The problem: Beneath this task are records; print exactly the stretch of them from the line with "width:91px; height:91px; stroke-width:2.5" through the line with "display:flex; justify-content:space-evenly; align-items:center;", both ends included.

Saved entries:
►
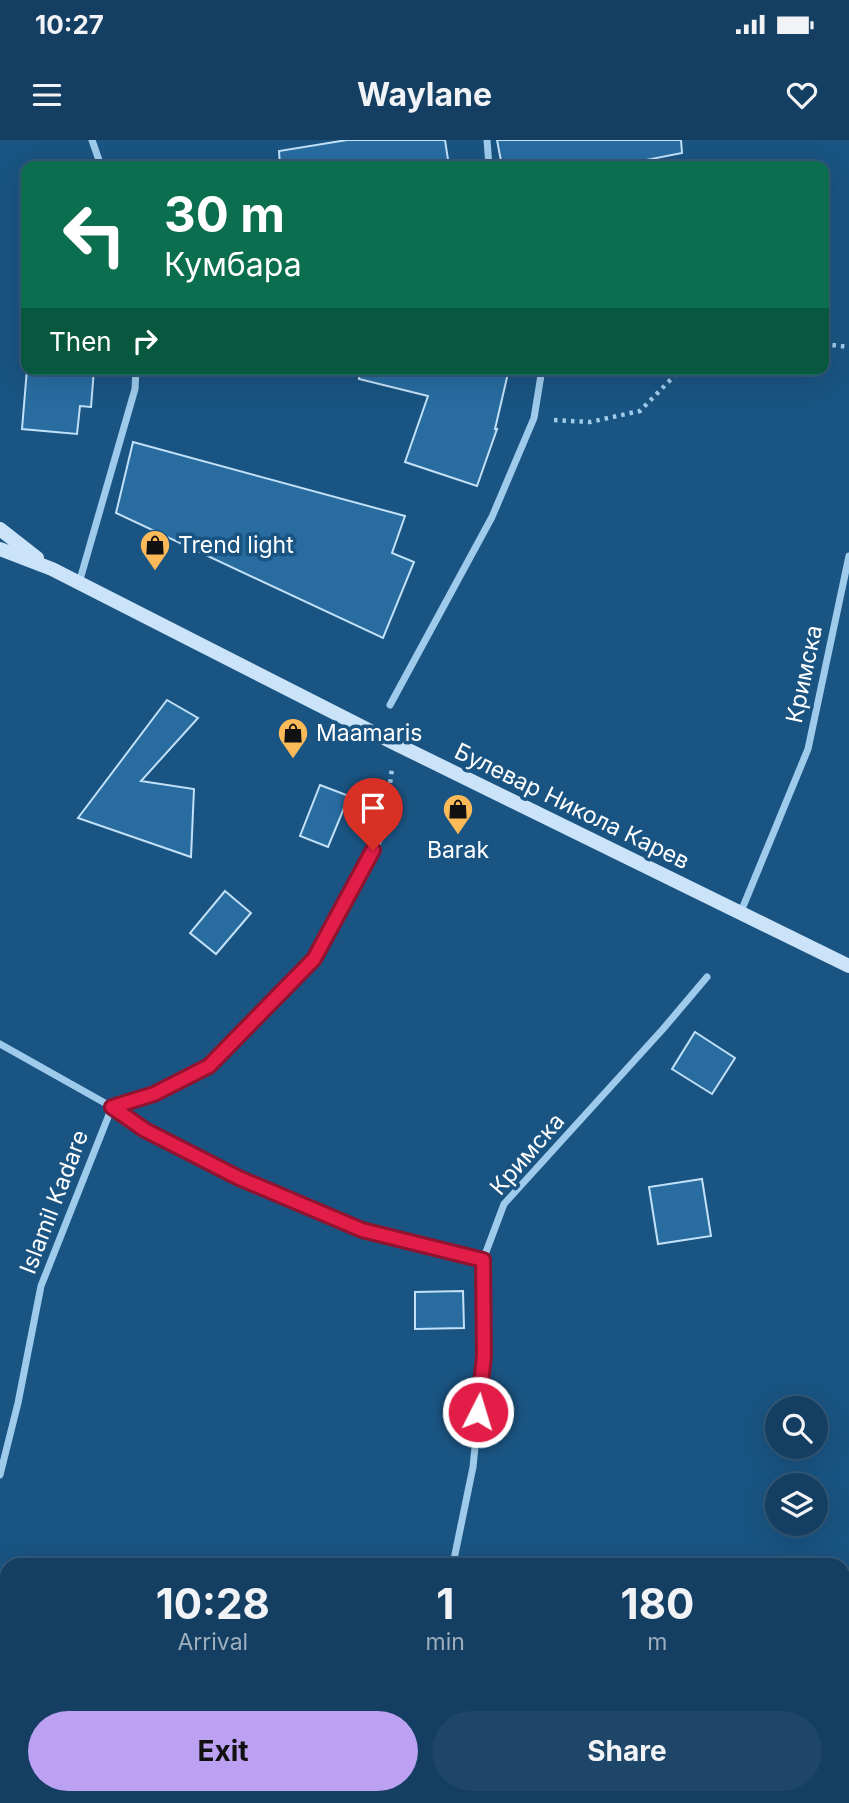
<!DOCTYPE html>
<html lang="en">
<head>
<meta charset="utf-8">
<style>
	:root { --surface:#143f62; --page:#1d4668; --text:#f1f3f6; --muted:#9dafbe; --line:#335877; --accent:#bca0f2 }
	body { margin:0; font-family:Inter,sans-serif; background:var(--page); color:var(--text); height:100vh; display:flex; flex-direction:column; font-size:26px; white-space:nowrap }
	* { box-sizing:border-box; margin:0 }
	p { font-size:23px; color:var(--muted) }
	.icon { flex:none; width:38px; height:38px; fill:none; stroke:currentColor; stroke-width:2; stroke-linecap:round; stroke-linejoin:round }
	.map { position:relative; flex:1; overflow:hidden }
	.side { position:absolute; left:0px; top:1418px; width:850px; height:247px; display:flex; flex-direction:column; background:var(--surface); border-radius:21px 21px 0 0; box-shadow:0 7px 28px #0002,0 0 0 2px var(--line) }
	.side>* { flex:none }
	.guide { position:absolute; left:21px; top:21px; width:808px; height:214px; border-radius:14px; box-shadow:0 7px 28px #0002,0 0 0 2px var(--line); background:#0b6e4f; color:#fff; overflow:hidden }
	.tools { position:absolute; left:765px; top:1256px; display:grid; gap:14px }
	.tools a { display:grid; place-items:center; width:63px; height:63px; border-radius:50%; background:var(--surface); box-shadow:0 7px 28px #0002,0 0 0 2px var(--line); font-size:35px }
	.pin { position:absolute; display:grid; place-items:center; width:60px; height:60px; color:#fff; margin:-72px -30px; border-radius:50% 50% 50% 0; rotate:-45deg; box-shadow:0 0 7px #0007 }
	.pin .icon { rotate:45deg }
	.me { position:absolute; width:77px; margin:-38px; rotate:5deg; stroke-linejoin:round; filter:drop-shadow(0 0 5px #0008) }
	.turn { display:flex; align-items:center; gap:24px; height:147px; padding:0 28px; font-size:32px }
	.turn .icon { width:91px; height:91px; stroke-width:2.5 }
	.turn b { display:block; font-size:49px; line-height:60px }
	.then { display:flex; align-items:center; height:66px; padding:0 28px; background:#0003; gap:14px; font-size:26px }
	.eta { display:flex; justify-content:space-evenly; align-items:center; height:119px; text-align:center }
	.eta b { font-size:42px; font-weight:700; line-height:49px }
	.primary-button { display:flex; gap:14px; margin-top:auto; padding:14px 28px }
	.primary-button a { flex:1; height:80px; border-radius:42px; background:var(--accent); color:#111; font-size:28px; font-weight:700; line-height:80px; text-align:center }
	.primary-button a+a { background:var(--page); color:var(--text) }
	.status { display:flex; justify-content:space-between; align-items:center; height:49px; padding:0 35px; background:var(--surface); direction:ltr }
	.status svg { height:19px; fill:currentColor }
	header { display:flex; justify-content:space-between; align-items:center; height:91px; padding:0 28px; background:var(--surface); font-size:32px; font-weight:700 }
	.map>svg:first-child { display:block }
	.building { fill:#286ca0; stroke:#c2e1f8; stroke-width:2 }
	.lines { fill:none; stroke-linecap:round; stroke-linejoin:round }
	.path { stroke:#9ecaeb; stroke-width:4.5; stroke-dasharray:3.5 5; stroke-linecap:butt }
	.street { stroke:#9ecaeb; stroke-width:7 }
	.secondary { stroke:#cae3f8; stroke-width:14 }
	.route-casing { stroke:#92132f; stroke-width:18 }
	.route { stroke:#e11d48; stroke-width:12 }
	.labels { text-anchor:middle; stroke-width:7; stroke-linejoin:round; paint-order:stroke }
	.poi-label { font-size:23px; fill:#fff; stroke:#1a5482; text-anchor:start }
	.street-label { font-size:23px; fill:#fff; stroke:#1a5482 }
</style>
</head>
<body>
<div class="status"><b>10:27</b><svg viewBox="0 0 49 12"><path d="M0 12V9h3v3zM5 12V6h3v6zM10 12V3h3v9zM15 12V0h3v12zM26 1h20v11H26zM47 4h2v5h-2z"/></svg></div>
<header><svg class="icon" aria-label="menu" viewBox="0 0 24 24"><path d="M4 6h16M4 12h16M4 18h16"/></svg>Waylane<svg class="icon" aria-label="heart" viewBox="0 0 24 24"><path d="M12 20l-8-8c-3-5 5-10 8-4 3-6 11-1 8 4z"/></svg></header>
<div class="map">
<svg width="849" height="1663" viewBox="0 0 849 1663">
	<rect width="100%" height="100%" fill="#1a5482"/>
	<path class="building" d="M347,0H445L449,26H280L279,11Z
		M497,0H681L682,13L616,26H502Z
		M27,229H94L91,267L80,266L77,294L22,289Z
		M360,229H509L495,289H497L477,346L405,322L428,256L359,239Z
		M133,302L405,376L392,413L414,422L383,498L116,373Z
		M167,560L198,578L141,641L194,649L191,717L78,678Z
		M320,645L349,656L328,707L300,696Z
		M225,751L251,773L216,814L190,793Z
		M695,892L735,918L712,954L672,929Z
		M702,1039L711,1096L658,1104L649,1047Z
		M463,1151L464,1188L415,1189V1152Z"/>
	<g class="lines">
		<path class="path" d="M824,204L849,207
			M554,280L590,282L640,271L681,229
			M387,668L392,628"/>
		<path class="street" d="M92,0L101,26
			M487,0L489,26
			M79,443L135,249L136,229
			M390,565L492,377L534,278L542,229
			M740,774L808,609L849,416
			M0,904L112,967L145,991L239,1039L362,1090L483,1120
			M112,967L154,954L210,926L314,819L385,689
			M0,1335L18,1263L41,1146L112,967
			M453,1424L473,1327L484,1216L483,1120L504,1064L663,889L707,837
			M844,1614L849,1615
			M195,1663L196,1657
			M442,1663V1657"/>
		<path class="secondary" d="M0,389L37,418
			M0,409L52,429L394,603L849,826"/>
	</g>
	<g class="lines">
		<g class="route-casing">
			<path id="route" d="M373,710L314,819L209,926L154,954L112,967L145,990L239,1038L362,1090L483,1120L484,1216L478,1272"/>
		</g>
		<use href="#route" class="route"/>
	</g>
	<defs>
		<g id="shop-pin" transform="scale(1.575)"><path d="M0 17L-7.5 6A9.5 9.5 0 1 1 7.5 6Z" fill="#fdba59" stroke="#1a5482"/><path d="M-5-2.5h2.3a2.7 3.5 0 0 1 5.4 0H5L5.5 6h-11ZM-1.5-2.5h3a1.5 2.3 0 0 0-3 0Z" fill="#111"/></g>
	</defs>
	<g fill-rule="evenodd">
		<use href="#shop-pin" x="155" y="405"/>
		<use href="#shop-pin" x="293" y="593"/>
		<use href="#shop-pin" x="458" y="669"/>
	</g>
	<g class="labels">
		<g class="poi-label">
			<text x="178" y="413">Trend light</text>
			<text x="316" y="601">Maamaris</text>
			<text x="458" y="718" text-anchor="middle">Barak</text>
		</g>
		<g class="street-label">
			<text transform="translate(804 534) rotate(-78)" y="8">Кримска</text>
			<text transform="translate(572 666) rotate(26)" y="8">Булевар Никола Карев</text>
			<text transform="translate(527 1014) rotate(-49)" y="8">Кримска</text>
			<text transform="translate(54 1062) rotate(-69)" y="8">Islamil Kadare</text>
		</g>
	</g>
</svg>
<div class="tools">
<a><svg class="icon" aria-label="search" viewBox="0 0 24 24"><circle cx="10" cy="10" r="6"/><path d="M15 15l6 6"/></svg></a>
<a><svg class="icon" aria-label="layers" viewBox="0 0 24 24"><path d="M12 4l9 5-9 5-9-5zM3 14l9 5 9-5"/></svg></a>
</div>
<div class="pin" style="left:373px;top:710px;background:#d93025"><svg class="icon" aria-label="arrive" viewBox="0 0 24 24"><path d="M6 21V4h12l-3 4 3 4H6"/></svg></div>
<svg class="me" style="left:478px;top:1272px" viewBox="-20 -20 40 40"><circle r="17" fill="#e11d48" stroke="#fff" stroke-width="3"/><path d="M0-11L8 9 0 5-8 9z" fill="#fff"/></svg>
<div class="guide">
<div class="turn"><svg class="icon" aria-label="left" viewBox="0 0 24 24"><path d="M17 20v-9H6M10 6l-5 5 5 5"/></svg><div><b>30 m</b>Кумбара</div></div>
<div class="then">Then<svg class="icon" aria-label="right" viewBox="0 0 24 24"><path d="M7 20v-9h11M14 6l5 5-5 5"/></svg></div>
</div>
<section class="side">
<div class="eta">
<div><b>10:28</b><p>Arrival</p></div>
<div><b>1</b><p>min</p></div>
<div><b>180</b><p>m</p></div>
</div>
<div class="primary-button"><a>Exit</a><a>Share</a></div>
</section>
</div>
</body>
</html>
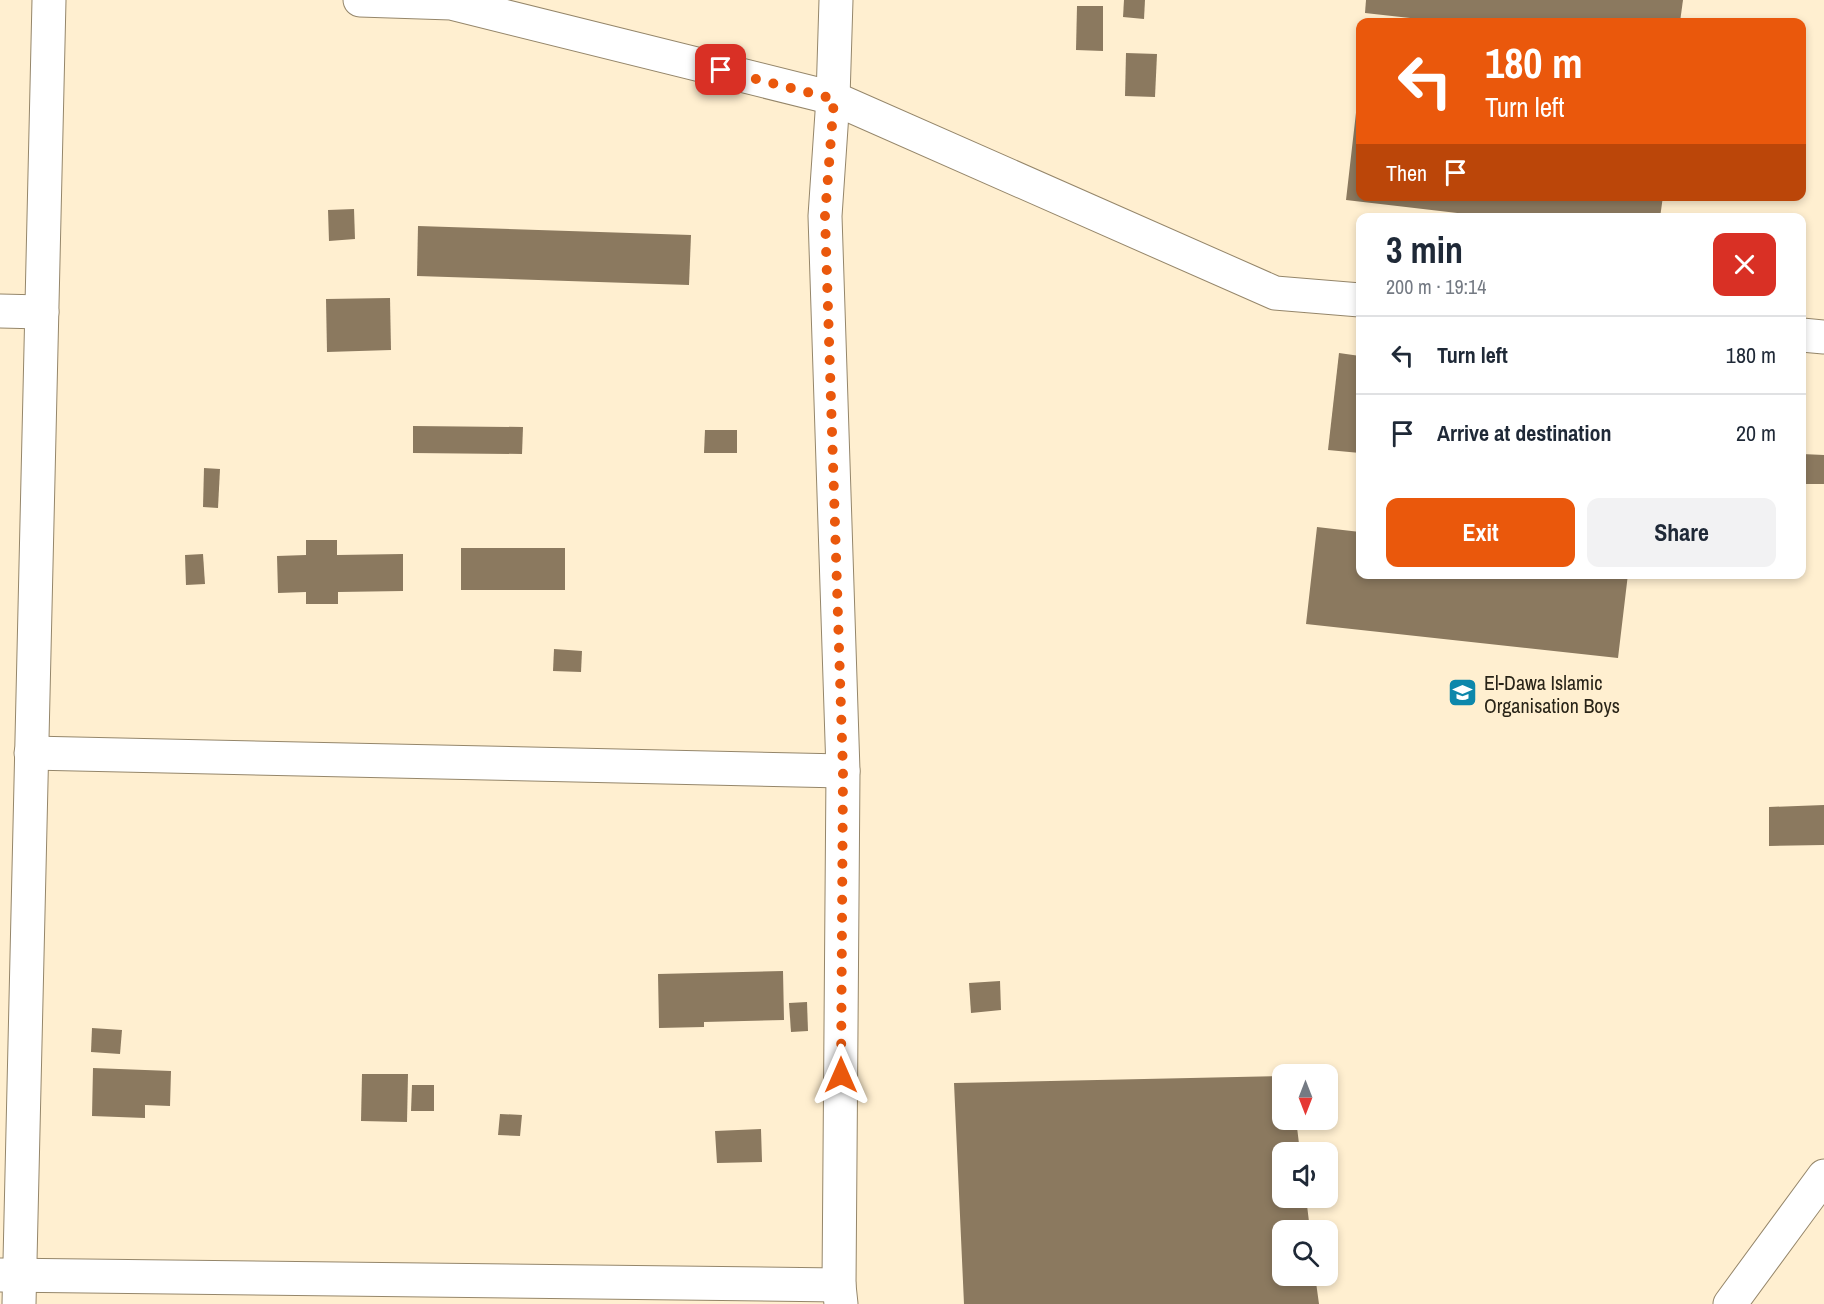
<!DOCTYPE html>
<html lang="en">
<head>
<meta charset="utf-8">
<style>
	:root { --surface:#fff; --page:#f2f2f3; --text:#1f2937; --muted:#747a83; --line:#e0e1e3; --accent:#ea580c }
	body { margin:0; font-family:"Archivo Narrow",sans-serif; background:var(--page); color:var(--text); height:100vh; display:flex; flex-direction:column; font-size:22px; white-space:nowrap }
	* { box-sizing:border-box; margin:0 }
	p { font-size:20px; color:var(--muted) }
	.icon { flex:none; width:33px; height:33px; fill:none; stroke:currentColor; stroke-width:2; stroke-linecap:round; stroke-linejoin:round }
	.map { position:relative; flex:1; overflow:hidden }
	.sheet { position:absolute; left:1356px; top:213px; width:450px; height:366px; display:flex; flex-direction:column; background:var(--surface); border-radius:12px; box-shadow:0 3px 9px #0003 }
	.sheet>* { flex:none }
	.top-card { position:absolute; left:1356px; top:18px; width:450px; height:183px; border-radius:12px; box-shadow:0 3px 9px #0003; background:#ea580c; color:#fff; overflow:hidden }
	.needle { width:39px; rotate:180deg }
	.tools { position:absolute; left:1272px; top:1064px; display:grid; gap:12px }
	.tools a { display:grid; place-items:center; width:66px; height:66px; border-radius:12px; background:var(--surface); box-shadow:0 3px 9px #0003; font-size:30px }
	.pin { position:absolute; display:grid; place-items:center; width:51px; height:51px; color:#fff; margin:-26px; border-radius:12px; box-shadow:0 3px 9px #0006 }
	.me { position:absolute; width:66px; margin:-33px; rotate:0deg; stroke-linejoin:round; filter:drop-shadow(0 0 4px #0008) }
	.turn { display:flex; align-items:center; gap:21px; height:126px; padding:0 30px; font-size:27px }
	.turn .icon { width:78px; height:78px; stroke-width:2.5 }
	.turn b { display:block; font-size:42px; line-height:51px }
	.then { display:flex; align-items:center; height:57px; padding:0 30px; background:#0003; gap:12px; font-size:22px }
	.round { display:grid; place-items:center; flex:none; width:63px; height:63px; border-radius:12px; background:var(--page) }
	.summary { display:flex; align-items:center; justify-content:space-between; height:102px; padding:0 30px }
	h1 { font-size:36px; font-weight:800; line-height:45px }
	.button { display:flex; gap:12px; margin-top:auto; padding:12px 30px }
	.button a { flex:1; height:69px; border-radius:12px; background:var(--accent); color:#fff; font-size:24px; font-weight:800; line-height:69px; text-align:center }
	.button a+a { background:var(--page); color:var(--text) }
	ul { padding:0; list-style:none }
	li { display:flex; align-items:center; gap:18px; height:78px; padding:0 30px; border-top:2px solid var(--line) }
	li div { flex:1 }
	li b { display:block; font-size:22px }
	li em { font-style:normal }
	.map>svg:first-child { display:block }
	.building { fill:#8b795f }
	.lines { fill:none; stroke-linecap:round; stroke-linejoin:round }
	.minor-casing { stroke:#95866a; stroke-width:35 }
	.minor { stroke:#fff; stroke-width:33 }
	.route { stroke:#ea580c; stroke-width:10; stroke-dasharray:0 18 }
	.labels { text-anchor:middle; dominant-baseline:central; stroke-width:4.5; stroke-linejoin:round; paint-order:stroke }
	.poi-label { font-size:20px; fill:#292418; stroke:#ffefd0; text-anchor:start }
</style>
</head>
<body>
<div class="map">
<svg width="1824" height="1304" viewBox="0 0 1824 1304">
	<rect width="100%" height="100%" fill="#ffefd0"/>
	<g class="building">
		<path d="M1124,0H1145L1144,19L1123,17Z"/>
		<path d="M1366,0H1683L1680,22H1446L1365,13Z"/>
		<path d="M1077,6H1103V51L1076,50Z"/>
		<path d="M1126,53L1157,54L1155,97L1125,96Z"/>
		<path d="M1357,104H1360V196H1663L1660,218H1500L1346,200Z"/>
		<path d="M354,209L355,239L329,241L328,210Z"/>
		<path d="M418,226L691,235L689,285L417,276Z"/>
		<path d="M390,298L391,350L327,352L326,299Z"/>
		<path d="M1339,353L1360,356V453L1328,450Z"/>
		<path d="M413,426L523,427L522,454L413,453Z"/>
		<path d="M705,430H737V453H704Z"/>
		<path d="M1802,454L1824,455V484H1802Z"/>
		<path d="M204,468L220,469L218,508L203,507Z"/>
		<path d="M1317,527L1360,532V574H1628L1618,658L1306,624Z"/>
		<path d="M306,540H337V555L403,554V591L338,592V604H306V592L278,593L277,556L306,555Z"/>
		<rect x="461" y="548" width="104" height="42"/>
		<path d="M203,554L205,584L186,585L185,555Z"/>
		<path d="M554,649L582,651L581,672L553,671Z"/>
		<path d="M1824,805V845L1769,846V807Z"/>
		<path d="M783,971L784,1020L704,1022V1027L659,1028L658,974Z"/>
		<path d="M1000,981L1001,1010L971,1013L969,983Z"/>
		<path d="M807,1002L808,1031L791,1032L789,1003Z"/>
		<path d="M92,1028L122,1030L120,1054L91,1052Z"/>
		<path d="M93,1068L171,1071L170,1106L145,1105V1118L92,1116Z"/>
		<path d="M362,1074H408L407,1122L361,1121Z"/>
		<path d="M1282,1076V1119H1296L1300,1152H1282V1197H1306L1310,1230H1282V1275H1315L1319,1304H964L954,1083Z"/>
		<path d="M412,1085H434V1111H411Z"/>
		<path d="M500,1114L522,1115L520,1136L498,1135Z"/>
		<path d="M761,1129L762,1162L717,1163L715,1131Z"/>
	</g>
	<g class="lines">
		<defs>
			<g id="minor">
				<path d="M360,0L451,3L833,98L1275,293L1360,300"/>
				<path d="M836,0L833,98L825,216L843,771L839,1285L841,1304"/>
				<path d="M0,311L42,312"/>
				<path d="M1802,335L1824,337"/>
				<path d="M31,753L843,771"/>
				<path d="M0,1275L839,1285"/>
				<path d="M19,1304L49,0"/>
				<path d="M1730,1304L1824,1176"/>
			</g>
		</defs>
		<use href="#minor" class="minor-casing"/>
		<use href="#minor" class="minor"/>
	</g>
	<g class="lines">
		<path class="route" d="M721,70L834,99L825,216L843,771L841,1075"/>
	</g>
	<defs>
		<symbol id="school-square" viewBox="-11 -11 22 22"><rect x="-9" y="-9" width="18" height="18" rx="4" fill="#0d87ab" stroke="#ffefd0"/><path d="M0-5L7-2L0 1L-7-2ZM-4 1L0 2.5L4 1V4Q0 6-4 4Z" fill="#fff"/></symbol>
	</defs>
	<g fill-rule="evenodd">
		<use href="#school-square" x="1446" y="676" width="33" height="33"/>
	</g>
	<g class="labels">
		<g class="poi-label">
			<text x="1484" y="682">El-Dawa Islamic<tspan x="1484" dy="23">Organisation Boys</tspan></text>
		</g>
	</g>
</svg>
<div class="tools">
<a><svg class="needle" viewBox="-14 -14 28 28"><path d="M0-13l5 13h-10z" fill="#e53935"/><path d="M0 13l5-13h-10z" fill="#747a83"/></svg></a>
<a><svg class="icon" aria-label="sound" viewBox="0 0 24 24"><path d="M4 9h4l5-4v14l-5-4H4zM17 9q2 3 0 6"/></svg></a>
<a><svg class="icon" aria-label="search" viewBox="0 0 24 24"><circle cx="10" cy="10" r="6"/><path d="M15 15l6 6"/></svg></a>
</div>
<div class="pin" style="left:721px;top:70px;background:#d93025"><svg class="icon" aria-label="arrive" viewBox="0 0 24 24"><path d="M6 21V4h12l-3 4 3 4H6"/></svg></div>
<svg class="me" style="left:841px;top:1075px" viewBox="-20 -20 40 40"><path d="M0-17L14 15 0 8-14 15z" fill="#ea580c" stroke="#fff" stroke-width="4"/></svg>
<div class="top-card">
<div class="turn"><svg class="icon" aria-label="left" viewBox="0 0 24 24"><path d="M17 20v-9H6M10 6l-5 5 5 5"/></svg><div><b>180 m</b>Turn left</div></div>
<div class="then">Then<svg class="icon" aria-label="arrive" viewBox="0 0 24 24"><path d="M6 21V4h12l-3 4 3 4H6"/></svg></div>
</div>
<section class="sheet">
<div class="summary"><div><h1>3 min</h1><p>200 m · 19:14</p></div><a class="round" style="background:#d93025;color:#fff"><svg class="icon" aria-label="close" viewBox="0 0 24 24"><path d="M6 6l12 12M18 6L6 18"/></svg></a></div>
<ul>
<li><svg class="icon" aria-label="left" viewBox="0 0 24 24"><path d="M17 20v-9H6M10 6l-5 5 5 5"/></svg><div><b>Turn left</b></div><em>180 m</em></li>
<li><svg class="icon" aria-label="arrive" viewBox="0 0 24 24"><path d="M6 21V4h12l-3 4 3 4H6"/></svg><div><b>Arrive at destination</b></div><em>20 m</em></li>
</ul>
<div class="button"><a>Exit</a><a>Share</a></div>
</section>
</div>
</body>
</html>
◄
Answer below:
	.turn .icon { width:91px; height:91px; stroke-width:2.5 }
	.turn b { display:block; font-size:49px; line-height:60px }
	.then { display:flex; align-items:center; height:66px; padding:0 28px; background:#0003; gap:14px; font-size:26px }
	.eta { display:flex; justify-content:space-evenly; align-items:center; height:119px; text-align:center }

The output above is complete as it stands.